Dale Johnson: The reader stated, "In my opinion, they have given this farmer bad advice for the industry overall.” But we aren’t giving advice for the industry overall. We are giving advice on what this individual farmer should do.
And agreeing with the farmer to cross-breed for beef production would have been bad advice for the farmer and equally bad advice for the beef industry, which is also in the doldrums.
Unfortunately, logical decisions by individual dairy farmers create our backward sloping supply curve in the short run. In the long run, it’ll put some dairy farmers out of business as the supply eventually corrects to come into equilibrium with demand.
Every year, I send dairy farmers I work with the following quote by Texas A&M ag economist Danny Klinefelter. I tell them to read it carefully. It’s the most succinct explanation of the supply-demand situation for dairy and other ag industries.
“The function of a competitive market is to drive the economic return to the average farmer to break even through supply-and-demand responses in both farm inputs and farm outputs. This means that top farmers are profitable, average farmers barely get along, and bottom farmers are losing money and will go out of business.
“This is the economic reality. It means that your farm success and survival depends on your continuous improvement to stay in the front of the pack. If you don’t constantly improve, then you’ll just barely get along or go out of business.
“You’re in competition with other dairy farms locally, nationally and internationally. You have to improve your management faster than other farmers improve their management to stay in business. Maintaining your status quo will lead to failure.”
George Mueller: If dairy farming were easy, everyone would be doing it, and the price would be much, much worse. Our advice was good advice. If you’re going to compete in the dairy business, you must be efficient. Adding the 100 cows is a way to become more efficient.
Not everyone is entitled to be a dairy farmer. There’s nothing wrong with a system where the most able dairy farmers are the ones that prosper. Our job is to help good operators decide on their best course of action. I think we’re doing OK.
Glenn Rogers: I'll also stick to my advice, too. We all understand where this farmer is coming from. There aren’t any easy answers.
Unfortunately, as George indicated, farming is not easy, and the margins are tough. But it's tough in beef, just as it is in dairy, and it’s tough in other commodities — not just milk production.
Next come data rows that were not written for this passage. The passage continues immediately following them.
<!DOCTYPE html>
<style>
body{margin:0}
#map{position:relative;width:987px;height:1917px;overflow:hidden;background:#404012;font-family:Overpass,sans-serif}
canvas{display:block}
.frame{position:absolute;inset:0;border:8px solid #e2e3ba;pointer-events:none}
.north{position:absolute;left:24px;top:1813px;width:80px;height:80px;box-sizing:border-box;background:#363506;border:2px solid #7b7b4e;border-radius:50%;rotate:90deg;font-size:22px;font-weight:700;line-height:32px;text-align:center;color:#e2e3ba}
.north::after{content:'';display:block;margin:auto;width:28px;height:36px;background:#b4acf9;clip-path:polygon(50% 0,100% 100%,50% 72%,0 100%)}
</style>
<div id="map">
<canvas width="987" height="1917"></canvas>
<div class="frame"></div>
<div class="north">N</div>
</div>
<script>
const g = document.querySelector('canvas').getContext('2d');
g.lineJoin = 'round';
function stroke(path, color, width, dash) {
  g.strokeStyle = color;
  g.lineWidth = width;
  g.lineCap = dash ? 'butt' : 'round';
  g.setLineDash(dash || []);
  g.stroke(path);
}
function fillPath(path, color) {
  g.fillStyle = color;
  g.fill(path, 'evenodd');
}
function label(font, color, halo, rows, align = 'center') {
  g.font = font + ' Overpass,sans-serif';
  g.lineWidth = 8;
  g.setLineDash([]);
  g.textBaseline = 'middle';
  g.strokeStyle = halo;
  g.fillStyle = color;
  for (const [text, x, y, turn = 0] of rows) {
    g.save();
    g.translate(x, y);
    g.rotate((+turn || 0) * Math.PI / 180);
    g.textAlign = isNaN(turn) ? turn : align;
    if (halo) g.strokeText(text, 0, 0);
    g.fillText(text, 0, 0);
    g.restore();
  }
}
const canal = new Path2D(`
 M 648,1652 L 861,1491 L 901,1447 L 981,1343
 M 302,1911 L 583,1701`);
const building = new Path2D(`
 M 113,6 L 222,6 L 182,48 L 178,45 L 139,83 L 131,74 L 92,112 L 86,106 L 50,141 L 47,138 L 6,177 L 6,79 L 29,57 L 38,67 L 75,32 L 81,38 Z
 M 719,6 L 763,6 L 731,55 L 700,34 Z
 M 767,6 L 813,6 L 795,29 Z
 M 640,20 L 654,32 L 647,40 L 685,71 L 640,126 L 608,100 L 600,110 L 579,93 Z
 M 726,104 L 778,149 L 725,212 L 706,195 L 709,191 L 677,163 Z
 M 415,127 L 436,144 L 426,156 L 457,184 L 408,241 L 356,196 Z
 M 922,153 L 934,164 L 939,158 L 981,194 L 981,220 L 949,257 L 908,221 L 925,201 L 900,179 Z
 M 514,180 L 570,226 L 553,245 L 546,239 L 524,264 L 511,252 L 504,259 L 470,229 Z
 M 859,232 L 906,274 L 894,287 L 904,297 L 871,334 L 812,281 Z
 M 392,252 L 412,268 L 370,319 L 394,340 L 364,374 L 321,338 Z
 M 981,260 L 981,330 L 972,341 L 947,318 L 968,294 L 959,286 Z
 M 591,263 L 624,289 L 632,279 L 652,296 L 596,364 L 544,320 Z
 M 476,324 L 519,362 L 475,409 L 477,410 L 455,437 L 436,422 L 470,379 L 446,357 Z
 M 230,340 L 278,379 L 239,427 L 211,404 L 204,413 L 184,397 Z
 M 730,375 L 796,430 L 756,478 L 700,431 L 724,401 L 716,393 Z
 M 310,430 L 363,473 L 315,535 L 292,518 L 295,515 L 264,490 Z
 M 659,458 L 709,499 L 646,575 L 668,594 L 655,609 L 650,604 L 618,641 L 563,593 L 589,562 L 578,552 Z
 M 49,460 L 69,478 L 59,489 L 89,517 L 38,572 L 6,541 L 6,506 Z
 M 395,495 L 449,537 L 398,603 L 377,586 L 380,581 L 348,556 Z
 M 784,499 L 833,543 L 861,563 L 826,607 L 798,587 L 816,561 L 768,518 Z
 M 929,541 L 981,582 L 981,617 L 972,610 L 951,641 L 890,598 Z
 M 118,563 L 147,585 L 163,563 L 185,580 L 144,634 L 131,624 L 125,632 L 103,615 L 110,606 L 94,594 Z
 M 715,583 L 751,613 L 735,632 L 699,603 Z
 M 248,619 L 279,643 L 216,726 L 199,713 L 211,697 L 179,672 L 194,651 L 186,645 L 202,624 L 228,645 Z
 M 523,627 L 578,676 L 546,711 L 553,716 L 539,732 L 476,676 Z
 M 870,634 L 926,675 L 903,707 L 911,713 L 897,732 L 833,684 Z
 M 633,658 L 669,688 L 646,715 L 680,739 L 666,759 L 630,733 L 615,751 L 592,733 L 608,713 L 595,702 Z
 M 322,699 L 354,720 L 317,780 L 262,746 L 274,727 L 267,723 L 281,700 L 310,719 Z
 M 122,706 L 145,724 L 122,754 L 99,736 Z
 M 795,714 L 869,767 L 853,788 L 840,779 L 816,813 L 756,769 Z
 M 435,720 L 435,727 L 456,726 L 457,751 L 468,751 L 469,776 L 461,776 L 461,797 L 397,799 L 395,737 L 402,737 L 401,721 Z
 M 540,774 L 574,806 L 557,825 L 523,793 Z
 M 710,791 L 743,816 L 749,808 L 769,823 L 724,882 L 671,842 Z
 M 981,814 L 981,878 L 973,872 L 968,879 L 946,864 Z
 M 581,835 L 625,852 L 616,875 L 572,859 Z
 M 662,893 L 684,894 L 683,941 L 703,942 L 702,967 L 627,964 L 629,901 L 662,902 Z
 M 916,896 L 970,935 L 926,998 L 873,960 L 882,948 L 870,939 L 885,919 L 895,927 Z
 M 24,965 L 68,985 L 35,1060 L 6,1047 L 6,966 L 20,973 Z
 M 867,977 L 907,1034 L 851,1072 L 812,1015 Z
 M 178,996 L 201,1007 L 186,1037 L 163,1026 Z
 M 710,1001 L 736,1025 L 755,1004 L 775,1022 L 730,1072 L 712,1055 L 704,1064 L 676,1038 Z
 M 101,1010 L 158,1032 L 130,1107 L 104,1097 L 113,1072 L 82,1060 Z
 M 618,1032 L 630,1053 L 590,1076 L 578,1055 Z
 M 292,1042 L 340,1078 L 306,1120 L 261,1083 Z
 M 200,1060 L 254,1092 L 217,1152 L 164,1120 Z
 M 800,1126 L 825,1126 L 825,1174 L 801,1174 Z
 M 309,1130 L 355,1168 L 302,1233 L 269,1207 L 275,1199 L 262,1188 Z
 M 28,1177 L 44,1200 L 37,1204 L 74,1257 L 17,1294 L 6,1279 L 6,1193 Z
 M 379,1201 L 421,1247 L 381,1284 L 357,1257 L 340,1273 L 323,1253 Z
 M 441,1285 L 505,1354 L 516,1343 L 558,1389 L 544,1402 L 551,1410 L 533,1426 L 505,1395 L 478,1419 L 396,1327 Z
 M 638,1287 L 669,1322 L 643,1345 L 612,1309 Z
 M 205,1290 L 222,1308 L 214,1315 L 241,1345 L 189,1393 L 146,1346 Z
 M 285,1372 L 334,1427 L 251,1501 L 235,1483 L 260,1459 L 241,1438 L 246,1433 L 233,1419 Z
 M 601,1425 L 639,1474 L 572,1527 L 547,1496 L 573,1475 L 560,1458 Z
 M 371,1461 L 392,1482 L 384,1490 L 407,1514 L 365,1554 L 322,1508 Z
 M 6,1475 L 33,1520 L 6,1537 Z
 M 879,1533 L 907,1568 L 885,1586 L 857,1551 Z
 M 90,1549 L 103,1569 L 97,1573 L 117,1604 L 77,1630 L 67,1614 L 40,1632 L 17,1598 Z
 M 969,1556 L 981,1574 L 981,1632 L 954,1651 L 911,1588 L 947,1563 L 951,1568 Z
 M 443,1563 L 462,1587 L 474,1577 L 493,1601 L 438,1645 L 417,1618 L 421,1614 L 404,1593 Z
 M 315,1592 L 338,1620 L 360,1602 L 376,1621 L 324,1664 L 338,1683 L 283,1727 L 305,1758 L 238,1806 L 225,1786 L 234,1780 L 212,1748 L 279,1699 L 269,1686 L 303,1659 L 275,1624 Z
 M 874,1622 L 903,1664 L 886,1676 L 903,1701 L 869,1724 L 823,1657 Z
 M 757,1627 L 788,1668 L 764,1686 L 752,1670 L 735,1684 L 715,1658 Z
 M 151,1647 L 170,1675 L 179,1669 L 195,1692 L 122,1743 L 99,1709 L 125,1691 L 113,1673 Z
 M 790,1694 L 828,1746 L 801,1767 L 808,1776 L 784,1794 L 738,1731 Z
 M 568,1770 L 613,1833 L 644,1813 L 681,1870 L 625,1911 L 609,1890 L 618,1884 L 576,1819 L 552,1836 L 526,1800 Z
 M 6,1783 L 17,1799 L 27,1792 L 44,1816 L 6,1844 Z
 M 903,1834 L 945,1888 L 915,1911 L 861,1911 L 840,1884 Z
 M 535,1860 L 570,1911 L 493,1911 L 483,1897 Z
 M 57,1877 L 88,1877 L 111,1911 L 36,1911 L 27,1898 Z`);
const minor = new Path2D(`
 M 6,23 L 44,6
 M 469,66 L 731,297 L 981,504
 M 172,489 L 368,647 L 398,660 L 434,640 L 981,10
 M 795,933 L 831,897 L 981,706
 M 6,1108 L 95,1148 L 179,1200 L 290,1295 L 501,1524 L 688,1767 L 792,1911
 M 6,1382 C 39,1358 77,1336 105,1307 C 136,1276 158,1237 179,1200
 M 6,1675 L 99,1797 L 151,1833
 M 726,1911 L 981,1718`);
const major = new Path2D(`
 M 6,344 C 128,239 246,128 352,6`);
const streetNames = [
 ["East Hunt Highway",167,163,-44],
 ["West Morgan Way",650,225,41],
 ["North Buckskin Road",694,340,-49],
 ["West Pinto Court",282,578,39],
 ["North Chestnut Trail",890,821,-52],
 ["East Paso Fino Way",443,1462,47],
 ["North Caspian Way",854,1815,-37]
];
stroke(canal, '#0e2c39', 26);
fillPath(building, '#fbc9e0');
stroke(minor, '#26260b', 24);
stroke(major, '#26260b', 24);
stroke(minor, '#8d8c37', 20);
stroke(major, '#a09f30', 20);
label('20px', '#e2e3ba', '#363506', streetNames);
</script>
The key is to be efficient, sharp and to be on the cutting edge. That takes a lot of work. If that dairy farmer had a high-value market for dairy-beef products, our answers might have been different. But he planned to just sell calves.
I'll not forget a vegetable operator who was constantly changing his produce portfolio. He was always on the cutting edge. He went from a general mix of veggies to having the best melons, to strawberries, to cauliflower, then to another leading crop. He kept staying right on the leading edge of veggie crops. That's where the margins are — if you're efficient, sharp and much more.
Evanish is farm business consultant and business services manager of Pennsylvania Farm Bureau’s Members’ Service Corp. Johnson is Extension farm management specialist at University of Maryland. Mueller is a dairy farmer from Clifton Springs, N.Y. Rogers is an ag consultant and University of Vermont Extension professor emeritus.